Conflict of Interest Disclosures: Dr Oaknin reported receiving honoraria and consulting fees from AstraZeneca, Tesaro, GlaxoSmithKline, Clovis, PharmaMar, Roche, GenMab, Deciphera, Immunogen, and Mersana Therapeutics. Dr Tinker reported receiving grants and personal fees from AstraZeneca. Dr Gilbert reported receiving honoraria from Merck, AstraZeneca, and Pfizer. Dr Mathews reported receiving grants for reimbursement for costs associated with study. Dr Brown reported receiving honorarium from Olympis, and serving in an advisory role for Caris, Tesaro, Clovis, AstraZeneca, and Genentech. Dr Barretina-Ginesta reported receiving personal fees and nonfinancial support from Tesaro, AstraZeneca, and Pharmamar; and personal fees from Clovis Oncology, MDS, and Roche. Dr Moreno reported receiving personal fees from Bristol-Myers Squibb, Bayer, Pieris, and Janssen. Dr Gravina reported receiving personal fees from Istituto Gentili and nonfinancial support from Pfizer. Dr Banerjee reported receiving honoraria for advisory boards/lectures from AstraZeneca, Clovis, Tesaro/GlaxoSmithKline, Amgen, Seattle Genetics, and Genmab; and research funding to institution from AstraZeneca, and Tesaro/GlaxoSmithKline. Dr Sabatier reported receiving grants from Eisai, and AstraZeneca; personal fees and nonfinancial support from Roche, Pfizer, and AstraZeneca; personal fees from Tesaro and Novartis; and nonfinancial support from Amgen. Dr Sabatier reported receiving research grants from Eisai and AstraZeneca; serving on advisory boards for Pfizer, Roche, Tesaro/GlaxoSmithKline, and Novartis; and receiving nonfinancial support (travel, accommodation, and meeting registration fees) from Amgen, Pfizer, Roche, and AstraZeneca. No other disclosures were reported.
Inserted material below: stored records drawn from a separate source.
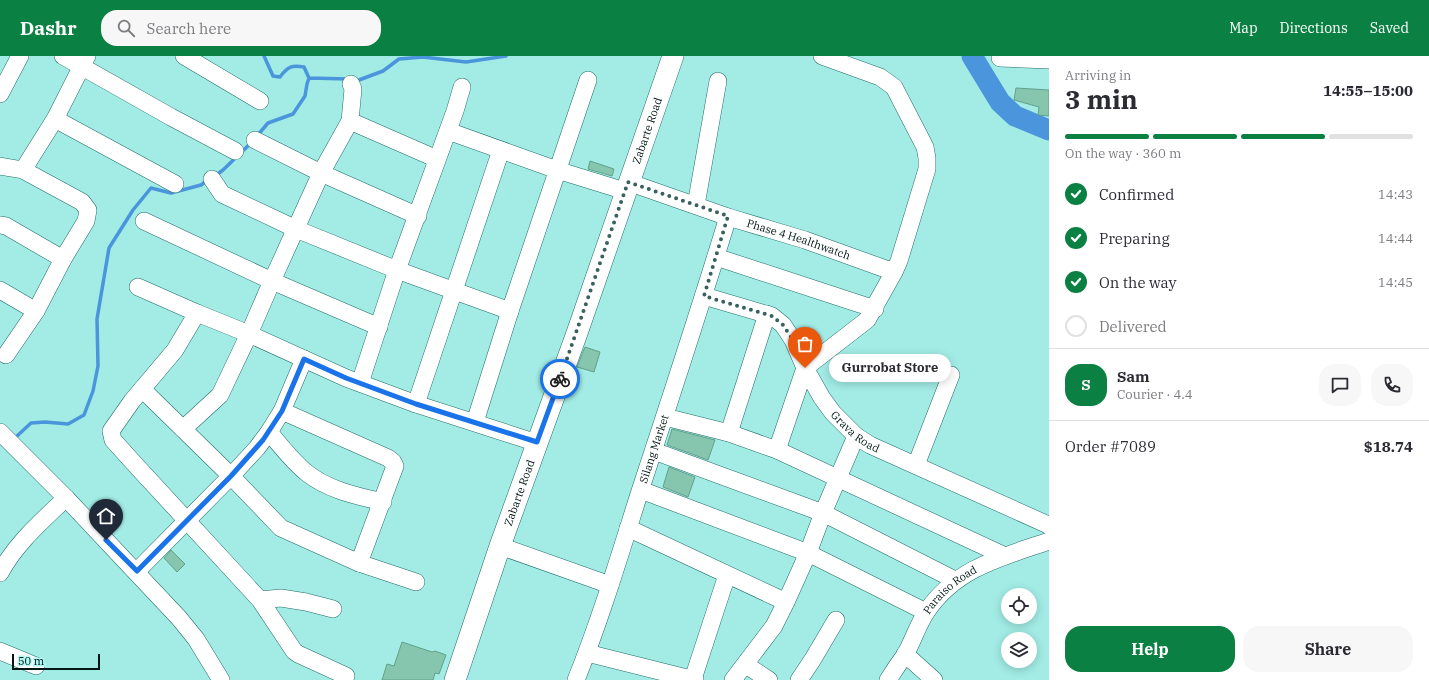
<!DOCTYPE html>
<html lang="en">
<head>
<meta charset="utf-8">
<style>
	:root { --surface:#fff; --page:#f7f7f7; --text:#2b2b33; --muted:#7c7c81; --line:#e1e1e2; --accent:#0b8043 }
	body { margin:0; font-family:"IBM Plex Serif",serif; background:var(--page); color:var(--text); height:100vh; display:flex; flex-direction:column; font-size:15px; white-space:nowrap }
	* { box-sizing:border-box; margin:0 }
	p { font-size:13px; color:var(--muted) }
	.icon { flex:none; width:22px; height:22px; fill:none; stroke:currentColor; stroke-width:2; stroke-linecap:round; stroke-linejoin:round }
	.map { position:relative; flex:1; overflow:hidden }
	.details { display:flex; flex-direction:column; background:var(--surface); width:380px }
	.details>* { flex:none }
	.controls { position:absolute; left:1001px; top:532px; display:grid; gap:8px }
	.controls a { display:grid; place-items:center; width:36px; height:36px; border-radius:50%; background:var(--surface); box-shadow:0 2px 10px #0003; font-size:20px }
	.scale { position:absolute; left:12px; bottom:10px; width:88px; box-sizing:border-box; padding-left:4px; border:2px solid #001614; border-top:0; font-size:11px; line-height:14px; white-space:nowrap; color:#001614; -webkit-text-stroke:3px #aff9f2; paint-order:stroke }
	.pin { position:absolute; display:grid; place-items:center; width:34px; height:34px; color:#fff; margin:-41px -17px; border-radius:50% 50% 50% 0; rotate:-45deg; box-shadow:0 0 4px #0007 }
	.pin .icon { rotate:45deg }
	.courier { position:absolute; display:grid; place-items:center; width:40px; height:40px; margin:-20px; border:3px solid #1a73e8; border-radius:50%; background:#fff; color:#222; box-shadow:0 1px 5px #0007 }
	.bubble { position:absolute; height:28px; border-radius:14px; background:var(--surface); box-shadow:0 2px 10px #0003; font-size:13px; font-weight:700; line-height:28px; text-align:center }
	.headline em { font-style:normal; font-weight:700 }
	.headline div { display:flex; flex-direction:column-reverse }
	.headline { display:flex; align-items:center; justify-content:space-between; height:68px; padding:0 16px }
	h1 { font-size:26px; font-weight:700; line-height:30px }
	.bar { display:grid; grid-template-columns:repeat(4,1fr); gap:6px 4px; align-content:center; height:48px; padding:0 16px }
	.bar i { height:5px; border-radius:3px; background:var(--line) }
	.bar .on { background:var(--accent) }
	.bar p { grid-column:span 4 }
	.line { display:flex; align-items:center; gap:10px; padding:0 16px; border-top:1px solid var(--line) }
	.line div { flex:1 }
	.round { display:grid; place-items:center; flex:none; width:42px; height:42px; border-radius:16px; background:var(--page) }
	ol { padding:0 16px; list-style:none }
	li { display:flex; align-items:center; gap:12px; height:44px }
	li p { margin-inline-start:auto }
	li .icon { padding:4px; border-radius:50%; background:var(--accent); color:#fff; stroke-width:4 }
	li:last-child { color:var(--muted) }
	li i { width:22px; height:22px; border:2px solid var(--line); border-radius:50% }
	.cta { display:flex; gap:8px; margin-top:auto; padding:8px 16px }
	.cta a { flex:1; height:46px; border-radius:16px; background:var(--accent); color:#fff; font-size:16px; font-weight:700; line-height:46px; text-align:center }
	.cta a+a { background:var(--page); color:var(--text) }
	header { display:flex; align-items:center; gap:24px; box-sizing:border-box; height:56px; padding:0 20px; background:var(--accent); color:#fff }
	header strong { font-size:19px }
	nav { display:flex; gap:22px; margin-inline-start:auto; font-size:14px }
	.search { width:280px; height:36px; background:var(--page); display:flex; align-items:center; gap:10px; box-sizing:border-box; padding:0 14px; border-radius:16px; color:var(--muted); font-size:15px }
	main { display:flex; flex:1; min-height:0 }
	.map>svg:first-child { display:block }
</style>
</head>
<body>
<header>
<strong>Dashr</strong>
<div class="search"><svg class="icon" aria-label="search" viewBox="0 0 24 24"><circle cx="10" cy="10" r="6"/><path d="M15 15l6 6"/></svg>Search here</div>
<nav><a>Map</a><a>Directions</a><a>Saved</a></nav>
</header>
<main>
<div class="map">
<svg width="1049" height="624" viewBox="0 0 1049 624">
	<rect width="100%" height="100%" fill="#a2ece5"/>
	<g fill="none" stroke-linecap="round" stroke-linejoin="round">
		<path stroke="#4a95dc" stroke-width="3.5" d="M309,22L348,23
			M354,24H359L383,15L399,3L423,1L466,6L506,0
			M257,80L268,67L293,58L305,40L307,28L309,22L304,11C292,9 288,10 280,21L273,20L264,0
			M215,120L223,114L252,86
			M17,380L31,367L45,366L68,368L84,359L93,335L98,310L97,263L109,192L133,154L151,132L171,137L201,129L208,124"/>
		<path stroke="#4a95dc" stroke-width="21" d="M972,0L1000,46L1015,60L1049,74"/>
	</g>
	<path fill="#86c5ae" stroke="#62a08a" d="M1016,32L1049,34V60L1038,59L1039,51L1014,44Z
		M590,105L614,113L612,120L588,113Z
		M585,291L600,296L594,316L577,311Z
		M672,373L715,384L708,404L667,389Z
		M669,411L695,421L688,441L663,431Z
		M171,494L185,508L177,516L164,502Z
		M402,586L432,596L435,595L446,599L439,618L435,617L433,624H382L387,608L394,610Z"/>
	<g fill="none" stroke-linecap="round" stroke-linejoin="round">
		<g stroke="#206d68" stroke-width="18">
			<g id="minor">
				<path d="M63,0L171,61L235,95"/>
				<path d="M184,0L260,45"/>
				<path d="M1000,2L1049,4"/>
				<path d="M0,38L20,0"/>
				<path d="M55,63L175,128"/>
				<path d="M350,65L437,103"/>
				<path d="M448,75L557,114L625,135"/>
				<path d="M255,84L321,117L418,160"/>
				<path d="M0,110L23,114L82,146L88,154L86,165L63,203L36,255L6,299"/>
				<path d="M23,114L55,63L87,0"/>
				<path d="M212,123L222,138L296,173L397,214L510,255"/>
				<path id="s1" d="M628,126L728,161L805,184L894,216L899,205L927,113V102L925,91L894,31L880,21L822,0"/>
				<path d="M696,149L718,25"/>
				<path d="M144,165L272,225L379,271"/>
				<path d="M0,169L6,170L63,203"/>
				<path d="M716,201L875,253"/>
				<path d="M138,231L197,257L249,278L346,322L416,348L537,387"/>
				<path d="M0,234L36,255"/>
				<path id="s2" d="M704,240L772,260L783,269L793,284L805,312L822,342L833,357L856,380L870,389L1046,468L1049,470"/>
				<path d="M197,257L175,294L132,345L111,375L113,384L131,404L260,544L294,595L298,598L346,620"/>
				<path d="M360,327L397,214L455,55L462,31"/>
				<path d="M142,333L231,420L281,472L359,507L416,526"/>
				<path d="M416,348L501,94"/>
				<path d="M282,355L388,402L393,406L395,410L359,507"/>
				<path d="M665,361L729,377L777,394L1005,500"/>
				<path d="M475,366L510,255L588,24"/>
				<path d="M183,373L220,339L249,278L272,225L321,117L350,65L353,33L351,28"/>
				<path d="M0,376L66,442L179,562L196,583L221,624"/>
				<path d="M269,376C281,390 293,406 307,417C328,434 357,440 383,446"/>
				<path d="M729,377L767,258"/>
				<path d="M777,394L805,312L867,264L894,216"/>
				<path d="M654,395L823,457L955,524"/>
				<path d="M916,409L951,319"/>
				<path d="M641,434L808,497L926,556"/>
				<path d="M628,472L786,546"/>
				<path d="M500,490L610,529"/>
				<path d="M137,515L231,420L257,392L269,376L282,355L304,303"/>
				<path d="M0,517C16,487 42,465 66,442"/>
				<path d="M260,544L281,542L306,546L333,553"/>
				<path d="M0,595L36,610"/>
				<path d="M587,597L695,624"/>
				<path d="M905,598L934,624"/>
				<path d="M746,609L769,624"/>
				<path d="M693,623L727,519"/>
				<path id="s3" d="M576,624C601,562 620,498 640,435C670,344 700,252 728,161"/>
				<path d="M733,624L774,570L786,546L808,497L823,457L856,380"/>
				<path d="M799,624L813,603L836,564"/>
				<path id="s4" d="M888,624C893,616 899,607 905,599C913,585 918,568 927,555C956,512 1002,501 1049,485"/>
			</g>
		</g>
		<g stroke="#206d68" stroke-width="22">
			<g id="major">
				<path id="s5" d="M455,624L500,490L577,277L673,0"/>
			</g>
		</g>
		<use href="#minor" stroke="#fff" stroke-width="17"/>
		<use href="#major" stroke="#fff" stroke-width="21"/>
	</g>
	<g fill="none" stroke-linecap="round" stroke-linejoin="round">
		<path stroke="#39615d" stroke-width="4" stroke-dasharray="0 7.2" d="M560,323L628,126L728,160L704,240L772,260L783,269L793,284L805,312"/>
		<path stroke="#1a73e8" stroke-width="5" d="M106,484L137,515L231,420L263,384L282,355L304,303L346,322L416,348L537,386L560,323"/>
	</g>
	<g text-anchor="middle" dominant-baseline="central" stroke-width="3" stroke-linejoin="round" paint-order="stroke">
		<g font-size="11" fill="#001614" stroke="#aff9f2">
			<text stroke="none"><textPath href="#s5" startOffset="582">Zabarte Road</textPath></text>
			<text stroke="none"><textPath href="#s1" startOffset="180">Phase 4 Healthwatch</textPath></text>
			<text stroke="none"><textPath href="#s2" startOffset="216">Grava Road</textPath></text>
			<text stroke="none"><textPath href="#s3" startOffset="244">Silang Market</textPath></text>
			<text stroke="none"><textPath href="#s5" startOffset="198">Zabarte Road</textPath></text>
			<text stroke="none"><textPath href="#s4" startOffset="111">Paraiso Road</textPath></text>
		</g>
	</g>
</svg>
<div class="controls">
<a><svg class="icon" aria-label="locate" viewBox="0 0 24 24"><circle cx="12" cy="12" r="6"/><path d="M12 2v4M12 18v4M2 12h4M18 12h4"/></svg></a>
<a><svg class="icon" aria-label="layers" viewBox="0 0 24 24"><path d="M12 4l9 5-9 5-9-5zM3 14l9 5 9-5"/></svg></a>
</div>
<div class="scale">50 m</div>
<div class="pin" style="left:805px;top:312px;background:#ea580c"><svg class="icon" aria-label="bag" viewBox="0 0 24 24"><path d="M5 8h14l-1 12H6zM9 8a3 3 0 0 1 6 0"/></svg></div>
<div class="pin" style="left:106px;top:484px;background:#1f2937"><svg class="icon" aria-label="home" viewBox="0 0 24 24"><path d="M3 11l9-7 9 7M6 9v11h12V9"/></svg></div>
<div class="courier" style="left:560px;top:323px"><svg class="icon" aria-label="bike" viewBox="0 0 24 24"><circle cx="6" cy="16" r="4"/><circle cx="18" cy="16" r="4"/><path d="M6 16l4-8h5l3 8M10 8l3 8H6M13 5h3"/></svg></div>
<div class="bubble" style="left:829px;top:298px;width:122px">Gurrobat Store</div>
</div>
<section class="details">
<div class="headline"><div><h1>3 min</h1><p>Arriving in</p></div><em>14:55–15:00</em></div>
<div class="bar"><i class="on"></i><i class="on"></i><i class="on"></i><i></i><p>On the way · 360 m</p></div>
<ol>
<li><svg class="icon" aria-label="check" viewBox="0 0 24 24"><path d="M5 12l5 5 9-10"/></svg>Confirmed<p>14:43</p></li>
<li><svg class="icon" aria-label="check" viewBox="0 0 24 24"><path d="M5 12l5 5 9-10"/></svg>Preparing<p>14:44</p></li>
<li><svg class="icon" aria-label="check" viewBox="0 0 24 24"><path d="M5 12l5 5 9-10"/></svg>On the way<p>14:45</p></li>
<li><i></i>Delivered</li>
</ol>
<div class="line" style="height:72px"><b class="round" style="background:var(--accent);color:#fff">S</b><div><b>Sam</b><p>Courier · 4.4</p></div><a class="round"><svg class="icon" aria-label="chat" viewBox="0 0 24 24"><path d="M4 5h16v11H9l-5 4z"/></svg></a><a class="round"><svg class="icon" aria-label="phone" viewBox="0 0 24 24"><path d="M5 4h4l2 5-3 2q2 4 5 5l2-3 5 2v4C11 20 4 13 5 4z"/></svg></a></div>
<div class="line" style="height:52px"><div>Order #7089</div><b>$18.74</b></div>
<div class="cta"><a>Help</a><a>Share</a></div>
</section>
</main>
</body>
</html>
Funding/Support: This study was funded by GlaxoSmithKline.
Role of the Funder/Sponsor: The trial was designed by GlaxoSmithKline, in collaboration with the authors. The sponsor provided support for the statistical analyses of the data and funded a medical writer for the report. Authors performed the data collection, analysis, and interpretation of the data. The authors had the final decision to submit the manuscript for publication. The manuscript was written by the authors with medical writing assistance funded by GlaxoSmithKline. GlaxoSmithKline had a role in the design and conduct of the study; collection, management, analysis, and interpretation of the data; preparation, review, or approval of the manuscript; and decision to submit the manuscript for publication. GlaxoSmithKline collaborated with the investigators in designing the trial, provided the study drug, coordinated the management of the study sites, funded the statistical analysis, and provided medical writing support. Authors employed by GlaxoSmithKline, in coordination with all authors, were involved in preparation, review, approval, and decision to submit the manuscript.
Additional Contributions: We thank the patients, their families, the clinical investigators, and site personnel who participated in this trial. Deepali Gupta, BS, GlaxoSmithKline, provided programming support of statistical analyses. Heather Ostendorff-Bach, PhD, GlaxoSmithKline, coordinated editorial and writing assistance provided by Nicole Renner, PhD, Anne Cooper, MA, and Mary Kacillas, BA, Ashfield Healthcare Communications. Drs Ostendorff-Bach and Renner and Mss Gupta, Cooper, and Kacillas were not specifically compensated for the work performed for this trial or manuscript.